Read through the lines below and copy the ones holding the string "image".

RECORDS SHOWN:
__________________________________________________

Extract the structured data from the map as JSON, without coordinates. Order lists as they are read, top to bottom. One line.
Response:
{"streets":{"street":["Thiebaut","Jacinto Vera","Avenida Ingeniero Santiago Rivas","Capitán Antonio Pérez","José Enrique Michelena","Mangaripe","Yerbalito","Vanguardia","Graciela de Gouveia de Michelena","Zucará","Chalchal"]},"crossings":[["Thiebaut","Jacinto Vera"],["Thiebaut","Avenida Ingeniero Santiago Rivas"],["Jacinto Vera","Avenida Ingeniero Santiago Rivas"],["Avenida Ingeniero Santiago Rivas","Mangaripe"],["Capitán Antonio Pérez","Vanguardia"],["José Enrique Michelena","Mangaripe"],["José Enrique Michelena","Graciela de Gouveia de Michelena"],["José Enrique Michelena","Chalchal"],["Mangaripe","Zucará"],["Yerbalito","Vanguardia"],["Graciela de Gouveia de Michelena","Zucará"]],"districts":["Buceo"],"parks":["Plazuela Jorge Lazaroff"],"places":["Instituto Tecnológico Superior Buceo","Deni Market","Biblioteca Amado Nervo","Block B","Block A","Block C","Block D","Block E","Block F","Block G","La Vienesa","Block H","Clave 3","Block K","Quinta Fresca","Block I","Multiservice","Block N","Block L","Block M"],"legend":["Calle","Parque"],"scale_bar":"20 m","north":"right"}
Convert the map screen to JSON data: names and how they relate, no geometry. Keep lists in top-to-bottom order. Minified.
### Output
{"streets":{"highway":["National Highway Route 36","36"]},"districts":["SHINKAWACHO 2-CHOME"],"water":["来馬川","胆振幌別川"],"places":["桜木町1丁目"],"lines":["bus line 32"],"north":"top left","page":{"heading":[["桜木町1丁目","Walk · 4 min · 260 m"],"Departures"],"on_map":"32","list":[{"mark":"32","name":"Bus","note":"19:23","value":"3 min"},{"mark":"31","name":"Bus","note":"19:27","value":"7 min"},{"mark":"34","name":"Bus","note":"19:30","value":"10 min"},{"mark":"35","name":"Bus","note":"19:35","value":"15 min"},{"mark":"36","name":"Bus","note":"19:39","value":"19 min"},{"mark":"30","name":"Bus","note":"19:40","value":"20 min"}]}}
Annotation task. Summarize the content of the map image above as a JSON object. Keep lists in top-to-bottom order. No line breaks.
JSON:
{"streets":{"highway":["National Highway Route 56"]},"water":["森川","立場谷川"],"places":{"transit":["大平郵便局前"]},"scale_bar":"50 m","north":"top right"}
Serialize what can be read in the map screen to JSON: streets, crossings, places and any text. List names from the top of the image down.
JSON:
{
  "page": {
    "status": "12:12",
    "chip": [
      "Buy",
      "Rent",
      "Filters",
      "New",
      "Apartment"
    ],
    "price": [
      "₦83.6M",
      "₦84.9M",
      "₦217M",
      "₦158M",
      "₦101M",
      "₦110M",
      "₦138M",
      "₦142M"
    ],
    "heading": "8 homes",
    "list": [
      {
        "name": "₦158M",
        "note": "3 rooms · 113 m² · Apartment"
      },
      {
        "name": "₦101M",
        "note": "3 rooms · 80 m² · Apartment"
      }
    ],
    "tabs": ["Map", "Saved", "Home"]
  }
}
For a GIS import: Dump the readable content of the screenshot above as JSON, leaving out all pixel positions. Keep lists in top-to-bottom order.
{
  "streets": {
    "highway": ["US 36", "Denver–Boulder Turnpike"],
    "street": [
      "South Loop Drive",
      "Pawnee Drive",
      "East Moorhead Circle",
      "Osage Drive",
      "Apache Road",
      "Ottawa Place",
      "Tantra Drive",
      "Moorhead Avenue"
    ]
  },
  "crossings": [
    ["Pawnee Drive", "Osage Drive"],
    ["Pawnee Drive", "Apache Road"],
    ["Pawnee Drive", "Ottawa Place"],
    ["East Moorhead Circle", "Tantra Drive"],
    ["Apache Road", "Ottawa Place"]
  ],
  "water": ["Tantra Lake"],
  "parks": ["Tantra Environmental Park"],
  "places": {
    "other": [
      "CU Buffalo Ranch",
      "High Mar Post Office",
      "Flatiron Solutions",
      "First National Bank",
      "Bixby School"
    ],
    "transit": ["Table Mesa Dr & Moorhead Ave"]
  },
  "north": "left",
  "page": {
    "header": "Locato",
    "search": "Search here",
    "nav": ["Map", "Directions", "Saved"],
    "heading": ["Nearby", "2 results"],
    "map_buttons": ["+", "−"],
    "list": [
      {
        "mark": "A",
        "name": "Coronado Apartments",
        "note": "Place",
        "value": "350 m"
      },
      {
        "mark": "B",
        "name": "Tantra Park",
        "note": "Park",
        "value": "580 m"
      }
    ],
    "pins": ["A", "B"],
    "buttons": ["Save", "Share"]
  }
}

__________________________________________________

ANSWER TO THE PROBLEM:
Annotation task. Summarize the content of the map image above as a JSON object. Keep lists in top-to-bottom order. No line breaks.
Serialize what can be read in the map screen to JSON: streets, crossings, places and any text. List names from the top of the image down.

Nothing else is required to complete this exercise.